Como na Região Sul do Brasil (Arruda et al., 1986), encontraram-se 15% das mulheres utilizando outros métodos em Pelotas. Entre os outros métodos, considerou-se que a utilização de dispositivos intra-uterinos ­ em função de sua alta eficácia, que varia entre 99,5% a 97% (Diaz et al., 1995) ­ foi baixa em Pelotas, atingindo 4,3%. Porém, este percentual foi mais alto do que os dados de literatura: 1,2% entre as mulheres de baixa renda no Município do Rio de Janeiro (Costa et al., 1989), 1,6% na cidade de Campinas (Faúndes et al., 1986) e 1,8% no Estado de São Paulo (Pinotti et al., 1990).

Estes achados confirmaram, de certa maneira, a constatação de Diaz (Diaz & Halbe, 1990): "a polarização para métodos de alta eficácia deixou relegados a um plano muito secundário outros métodos reversíveis, especialmente os de barreira e de abstinência periódica".

Em 78% das mulheres incluídas no estudo, a indicação do método foi feita por médico. Este percentual foi mais alto do que o encontrado em outros estudos realizados no Estado de São Paulo (Faúndes et al., 1986; Pinotti et al., 1990), apresentando resultados em torno de 55%. A provável justificativa para este achado foi a grande oferta de serviços de saúde na cidade de Pelotas, cuja média anual de consultas médicas na população feminina atingiu 3,9 (Dias da Costa, 1993).

Mesmo com a esperada diminuição de uso de anticoncepcionais orais com o decorrer da idade, comprovou-se que este foi o método mais utilizado em todas as faixas etárias. Este achado sugeriu que, em uma cidade com ampla oferta de serviços de saúde, o acesso e a disponibilidade a outros métodos mais adequados em relação às condições impostas pela idade das mulheres foram muito restritos.

A metodologia deste estudo não permitiu um aprofundamento para explicar como a maior parte das mulheres que sofreram ligadura tubária submeteu-se a tal procedimento, essencialmente médico, e referido a indicação por conta própria.

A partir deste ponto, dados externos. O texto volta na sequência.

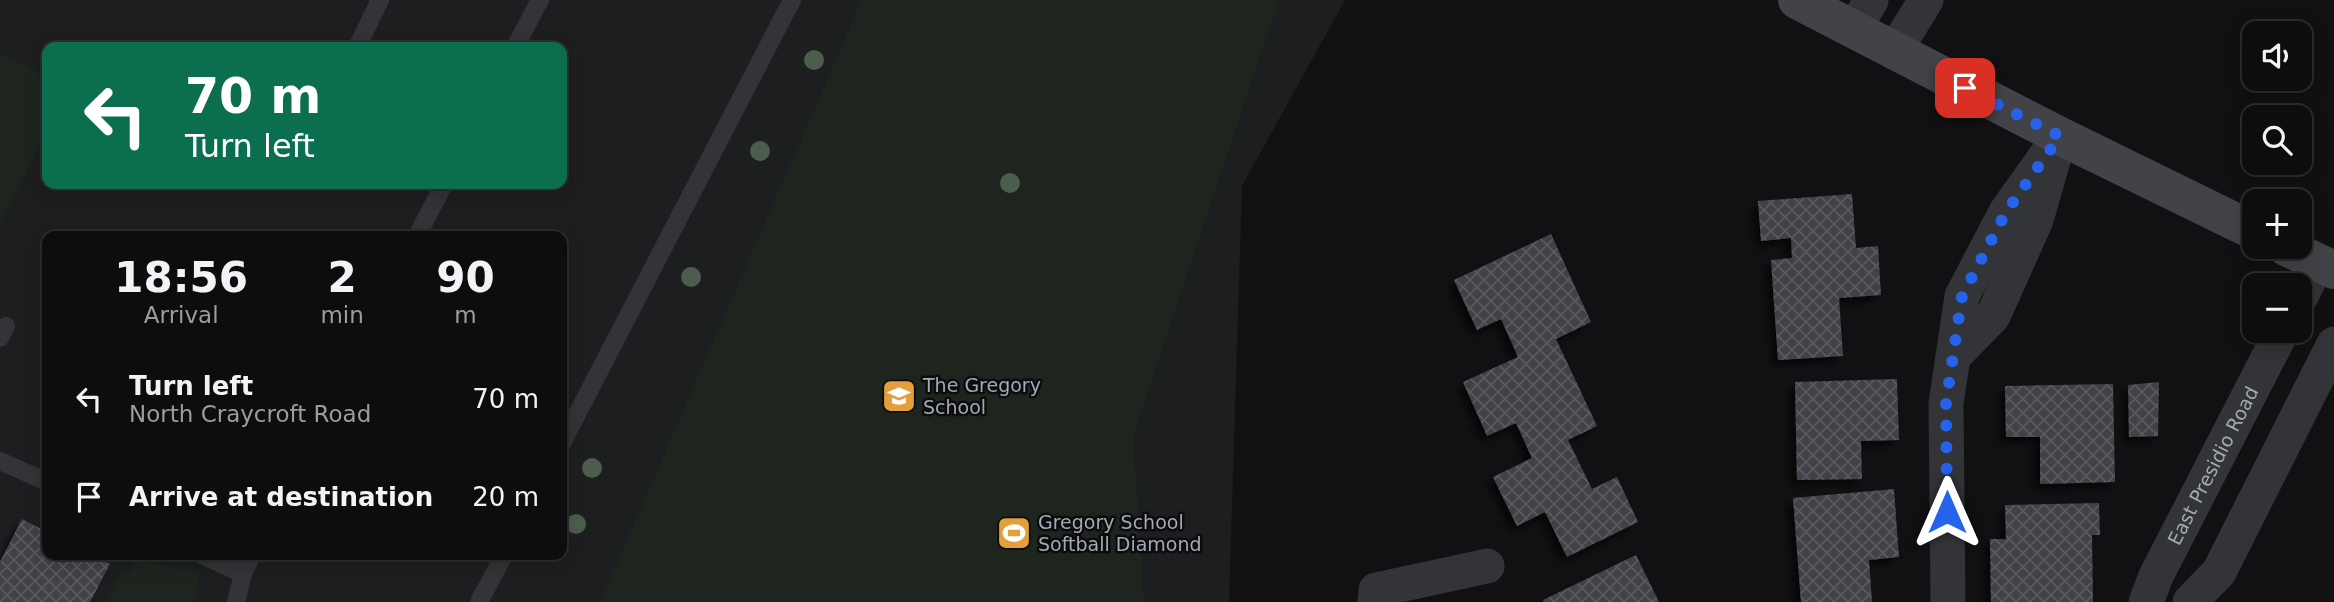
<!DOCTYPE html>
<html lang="en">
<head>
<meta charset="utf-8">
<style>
  :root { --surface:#0d0d0e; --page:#161617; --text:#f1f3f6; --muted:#9a9c9e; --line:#2d2d2e }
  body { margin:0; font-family:"DejaVu Sans",sans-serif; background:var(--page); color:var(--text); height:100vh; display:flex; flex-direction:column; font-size:26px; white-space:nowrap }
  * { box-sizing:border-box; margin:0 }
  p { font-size:23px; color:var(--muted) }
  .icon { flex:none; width:38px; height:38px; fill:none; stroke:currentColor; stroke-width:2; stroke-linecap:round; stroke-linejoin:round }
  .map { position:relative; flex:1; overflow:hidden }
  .sheet { position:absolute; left:42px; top:231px; width:525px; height:329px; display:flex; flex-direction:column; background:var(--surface); border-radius:14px; box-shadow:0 4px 18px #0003,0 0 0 2px var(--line) }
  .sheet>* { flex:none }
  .top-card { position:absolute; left:42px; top:42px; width:525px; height:147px; border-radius:14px; box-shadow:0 4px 18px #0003,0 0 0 2px var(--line); background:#0b6e4f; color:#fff; overflow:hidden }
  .buttons { position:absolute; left:2242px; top:21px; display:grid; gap:14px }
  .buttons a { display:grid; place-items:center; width:70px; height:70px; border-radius:14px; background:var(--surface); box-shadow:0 4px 18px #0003,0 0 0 2px var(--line); font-size:35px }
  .pin { position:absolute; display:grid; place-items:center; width:60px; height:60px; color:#fff; margin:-30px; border-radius:14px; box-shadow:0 4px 10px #0006 }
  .me { position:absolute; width:77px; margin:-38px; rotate:0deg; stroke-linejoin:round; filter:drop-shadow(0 0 5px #0008) }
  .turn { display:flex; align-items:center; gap:24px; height:147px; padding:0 28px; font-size:32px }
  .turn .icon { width:91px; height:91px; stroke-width:2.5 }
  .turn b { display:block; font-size:49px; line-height:60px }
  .eta { display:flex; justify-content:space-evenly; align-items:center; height:119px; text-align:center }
  .eta b { font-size:42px; font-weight:600; line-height:49px }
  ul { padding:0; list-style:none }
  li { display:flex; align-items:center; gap:21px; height:98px; padding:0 28px }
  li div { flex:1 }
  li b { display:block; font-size:26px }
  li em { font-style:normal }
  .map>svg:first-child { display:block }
</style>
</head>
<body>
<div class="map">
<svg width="2334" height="602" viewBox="0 0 2334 602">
  <defs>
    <pattern id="building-cross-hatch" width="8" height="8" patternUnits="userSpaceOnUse" patternTransform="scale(1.75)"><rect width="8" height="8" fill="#404246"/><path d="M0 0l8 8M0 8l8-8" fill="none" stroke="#595a5e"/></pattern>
    <filter id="shadow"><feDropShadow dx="-6" dy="6" stdDeviation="3.5" flood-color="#0009"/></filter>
  </defs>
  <rect width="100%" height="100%" fill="#111113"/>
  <!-- built -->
  <path fill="#1d1e20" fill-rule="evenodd" d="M0 0H1345L1242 186 1229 602H0ZM47 47H562V184H47ZM47 236H562V555H47Z"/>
  <!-- green -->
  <path fill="#1e251e" d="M862 0H1279L1133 435 1144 602H600Z
    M0 53 47 77V130L0 225Z
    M137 560 200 572 195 602H107L123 568 130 572Z"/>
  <!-- building -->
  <path fill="url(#building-cross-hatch)" filter="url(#shadow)" d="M1852 194 1856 248 1878 246 1881 295 1839 298 1843 356 1778 360 1771 260 1792 258 1791 238 1761 241 1758 201Z
    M1551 234 1591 322 1556 339 1597 426 1568 440 1592 489 1617 477 1638 522 1567 557 1545 512 1517 526 1493 477 1532 458 1516 423 1487 436 1463 382 1518 357 1501 319 1477 330 1454 280Z
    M1897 379 1899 440 1861 441 1862 479 1797 480 1795 382Z
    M2159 382 2158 436 2129 437 2128 385Z
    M2113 384 2115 482 2040 484V437H2006L2005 386Z
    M1894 489 1899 557 1869 560 1872 602H1801L1793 498Z
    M2099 503 2100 535H2092L2093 602H1991L1990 539H2006L2005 505Z
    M22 519 47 532V555H91L110 564 90 602H0V562Z
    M1636 555 1659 602H1544L1543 600Z"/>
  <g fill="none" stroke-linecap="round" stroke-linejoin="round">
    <!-- service -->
    <path stroke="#333437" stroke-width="18" d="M357 47 380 0
      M515 47 540 0
      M417 236 444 184
      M0 338 6 326
      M562 443 792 0
      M0 461 47 482
      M202 555 243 574
      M236 602 243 574 252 555
      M479 602 504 555"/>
    <!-- minor -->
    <g stroke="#333437" stroke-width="35">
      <path d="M1854 30 1871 0"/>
      <path d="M1894 52 1926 0"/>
      <path d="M2060 136 2036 220 1993 316 1953 357 1962 296 2006 212Z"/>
      <path d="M2300 298 2318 262"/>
      <path d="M1375 602 1376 590 1487 566"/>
      <path d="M1948 602 1946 403 1953 357"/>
      <path id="s1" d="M2146 602 2156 576 2282 331"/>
      <path d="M2190 602 2219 572 2334 344"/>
    </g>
    <!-- secondary -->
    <path stroke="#414347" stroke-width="38" d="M1797 0 2060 136 2254 231
      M2286 247 2334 270"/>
  </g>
  <!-- trees -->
  <g fill="#4c5d4d">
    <circle cx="814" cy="60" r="10"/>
    <circle cx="760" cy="151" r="10"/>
    <circle cx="1010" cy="183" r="10"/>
    <circle cx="691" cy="277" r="10"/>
    <circle cx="592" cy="468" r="10"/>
    <circle cx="576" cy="524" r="10"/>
  </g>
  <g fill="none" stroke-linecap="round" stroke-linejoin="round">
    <!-- route -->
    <path stroke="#2563eb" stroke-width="12" stroke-dasharray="0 21.6" d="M1947 512 1946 403 1962 296 2006 212 2060 136 1965 88"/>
  </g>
  <!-- icons -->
  <defs>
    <g id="school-square" transform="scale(1.75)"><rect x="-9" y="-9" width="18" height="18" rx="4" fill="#e39f39" stroke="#0c0c0e"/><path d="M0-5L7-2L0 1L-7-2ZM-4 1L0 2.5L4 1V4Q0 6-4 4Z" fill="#fff"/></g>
    <g id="stadium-square" transform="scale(1.75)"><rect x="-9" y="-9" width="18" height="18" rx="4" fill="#e39f39" stroke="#0c0c0e"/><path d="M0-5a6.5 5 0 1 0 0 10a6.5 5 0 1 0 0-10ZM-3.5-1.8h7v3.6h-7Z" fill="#fff"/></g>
  </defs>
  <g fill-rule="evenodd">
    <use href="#school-square" x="899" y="396"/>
    <use href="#stadium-square" x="1014" y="533"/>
  </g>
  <g text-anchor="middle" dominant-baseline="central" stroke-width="5" stroke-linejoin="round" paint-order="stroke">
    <!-- poi labels -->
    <g font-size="19" fill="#a4a9b2" stroke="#0c0c0e" text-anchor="start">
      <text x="923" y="385">The Gregory<tspan x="923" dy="22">School</tspan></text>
      <text x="1038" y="522">Gregory School<tspan x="1038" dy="22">Softball Diamond</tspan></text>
    </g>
    <!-- street labels -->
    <g font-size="19" fill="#a4a9b2" stroke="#0c0c0e">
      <text stroke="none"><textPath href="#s1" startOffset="152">East Presidio Road</textPath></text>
    </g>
  </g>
</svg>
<div class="buttons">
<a><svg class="icon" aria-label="sound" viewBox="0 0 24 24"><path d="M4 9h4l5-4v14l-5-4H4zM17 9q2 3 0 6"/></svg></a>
<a><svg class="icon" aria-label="search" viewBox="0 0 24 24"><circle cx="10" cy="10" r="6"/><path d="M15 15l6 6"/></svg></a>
<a>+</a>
<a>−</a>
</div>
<div class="pin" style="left:1965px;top:88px;background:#d93025"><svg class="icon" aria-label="arrive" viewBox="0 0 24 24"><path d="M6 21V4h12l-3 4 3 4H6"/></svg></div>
<svg class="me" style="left:1947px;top:512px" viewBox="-20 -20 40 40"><path d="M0-17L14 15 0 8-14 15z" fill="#2563eb" stroke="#fff" stroke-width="4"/></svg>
<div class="top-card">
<div class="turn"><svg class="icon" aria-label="left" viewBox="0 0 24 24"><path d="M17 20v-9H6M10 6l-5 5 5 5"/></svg><div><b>70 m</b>Turn left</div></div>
</div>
<section class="sheet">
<div class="eta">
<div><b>18:56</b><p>Arrival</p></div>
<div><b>2</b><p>min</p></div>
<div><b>90</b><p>m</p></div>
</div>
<ul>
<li><svg class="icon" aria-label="left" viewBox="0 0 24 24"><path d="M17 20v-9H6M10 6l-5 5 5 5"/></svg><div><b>Turn left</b><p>North Craycroft Road</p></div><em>70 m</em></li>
<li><svg class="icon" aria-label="arrive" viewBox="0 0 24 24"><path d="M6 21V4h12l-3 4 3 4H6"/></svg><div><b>Arrive at destination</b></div><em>20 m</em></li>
</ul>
</section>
</div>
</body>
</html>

Quanto à adequação do uso de anticoncepcionais orais, estudou-se apenas a combinação dos fatores fumo-idade e presença de hipertensão arterial sistêmica. Encontraram-se cerca de 18% das mulheres com uso inadequado de pílulas. Para fins de comparação com outros estudos, verificou-se que, no Estado de São Paulo (Hardy et al., 1991), cerca de 15% das mulheres apresentavam estes fatores de risco. Entre as mulheres de baixa renda residentes no Rio de Janeiro (Costa et al., 1989), encontraram-se 16% de mulheres hipertensas e 17% com mais de 35 anos consumindo anticoncepcionais orais, enquanto que, em Campinas (Faúndes et al., 1986), cerca de 22% das mulheres tinham alguma contra-indicação relativa e 29,3% apresentavam motivos de contra-indicação absoluta. Em outro estudo realizado em Pelotas (Cesar et al., 1993), sem base populacional, verificou-se que, de um total de 487 mulheres, 11% apresentavam Hipertensão Arterial Sistêmica e 42% eram tabagistas.

Em outros estudos realizados a partir do mesmo banco de dados (Dias da Costa et al., 1995a e b), relativos a outros aspectos vinculados ao Programa de Atenção à Saúde da Mulher (exame de mamas e exame citopatológico), encontraram-se marcadas diferenças em relação à classe social. Demonstrou-se que, quanto mais baixa a classe social, pior a qualidade da atenção. Como não se evidenciou diferença na adequação de consumo entre as classes sociais, concluiu-se que os anticoncepcionais orais podiam ser considerados como o método contraceptivo disponível no sistema local de saúde.

A grande maioria das mulheres consumidoras de anticoncepcionais orais seguiu orientação médica. Quanto à inadequação do consumo, não se encontraram diferenças significativas em relação à indicação do método por iniciativa médica. Assim, foi preocupante a falta de esclarecimento por parte dos médicos para a indicação dos anticoncepcionais orais.